Nonprofit organization in Pennsylvania, U.S.

Books Through Bars Philadelphia is an American organization that works to provide quality reading material to prisoners in Pennsylvania and surrounding states. Members of New Society Publishers of Philadelphia founded Books Through Bars Philadelphia in 1990. Books Through Bars was separately incorporated as a nonprofit organization on March 19, 2001. There are approximately 30 similar, but unaffiliated, books to prisoners organizations throughout the United States.

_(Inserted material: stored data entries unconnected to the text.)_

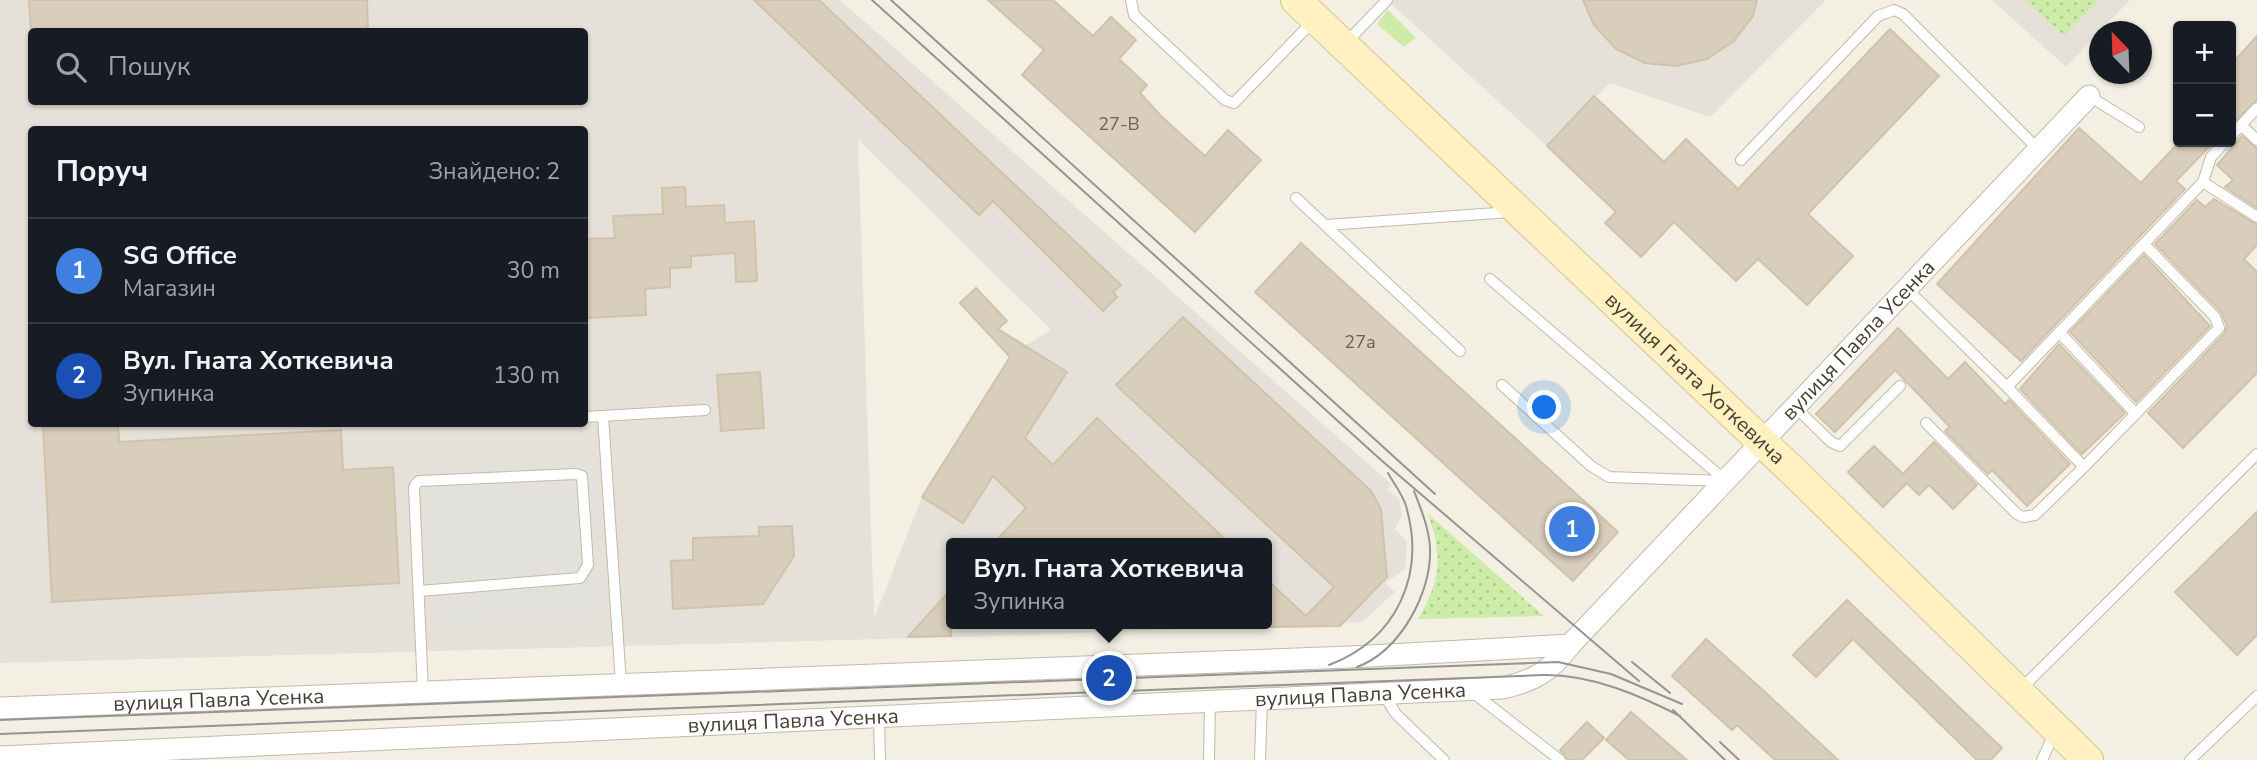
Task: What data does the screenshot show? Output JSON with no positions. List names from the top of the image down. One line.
{"streets":{"street":["вулиця Павла Усенка","вулиця Гната Хоткевича"]},"crossings":[["вулиця Павла Усенка","вулиця Гната Хоткевича"]],"house_numbers":["27-В","27а"],"north":"top left","page":{"map_buttons":["+","−"],"search":"Пошук","heading":["Поруч","Знайдено: 2"],"list":[{"mark":"1","name":"SG Office","note":"Магазин","value":"30 m"},{"mark":"2","name":"Вул. Гната Хоткевича","note":"Зупинка","value":"130 m"}],"pins":["1","2"],"popup":["Вул. Гната Хоткевича","Зупинка"]}}
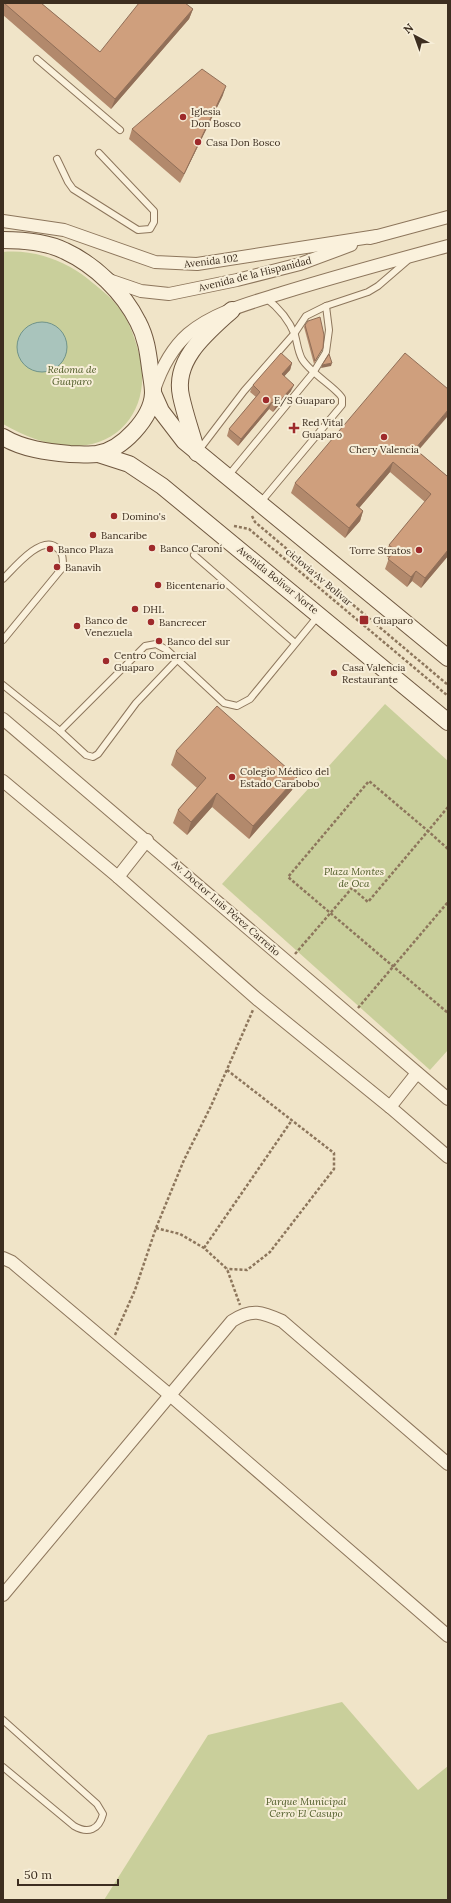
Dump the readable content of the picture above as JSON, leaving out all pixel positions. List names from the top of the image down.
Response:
{
  "streets": {
    "main road": ["Avenida Bolívar Norte"],
    "street": ["Avenida 102", "Avenida de la Hispanidad", "Av. Doctor Luis Pérez Carreño"],
    "path": ["ciclovia Av Bolivar"]
  },
  "crossings": [
    ["Avenida 102", "Avenida de la Hispanidad"],
    ["ciclovia Av Bolivar", "Avenida Bolívar Norte"]
  ],
  "parks": ["Redoma de Guaparo", "Plaza Montes de Oca", "Parque Municipal Cerro El Casupo"],
  "places": {
    "other": [
      "Iglesia Don Bosco",
      "Casa Don Bosco",
      "E/S Guaparo",
      "Chery Valencia",
      "Domino's",
      "Bancaribe",
      "Banco Caroní",
      "Banco Plaza",
      "Torre Stratos",
      "Banavih",
      "Bicentenario",
      "DHL",
      "Bancrecer",
      "Banco de Venezuela",
      "Banco del sur",
      "Centro Comercial Guaparo",
      "Casa Valencia Restaurante",
      "Colegio Médico del Estado Carabobo"
    ],
    "health": ["Red Vital Guaparo"],
    "transit": ["Guaparo"]
  },
  "scale_bar": "50 m",
  "north": "top left"
}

Because prisoners in American prisons are not able to receive books from sources other than recognized publishers, bookstores, or other legitimate distributors, those without the financial resources to buy books have very limited access to them. Prison libraries are not being funded, in part because reading material is widely seen as irrelevant to a "mostly uneducated and indeed largely illiterate prison population".
New Society Publishers began its program after it began receiving letters from indigent prisoners, and provides donated books to individual prisoners.
The organization distributes several hundred packages per month. It also sponsors regular public events relating to issues such as human rights, the war on drugs, and prison reform.

Books Through Bars Philadelphia is a 501(c)(3) nonprofit organization, formally organized as a collective and run by nine core members plus about twenty volunteers, and it is supported by grants from charitable organizations. Books Through Bars Philadelphia is entirely run and operated by unpaid volunteers.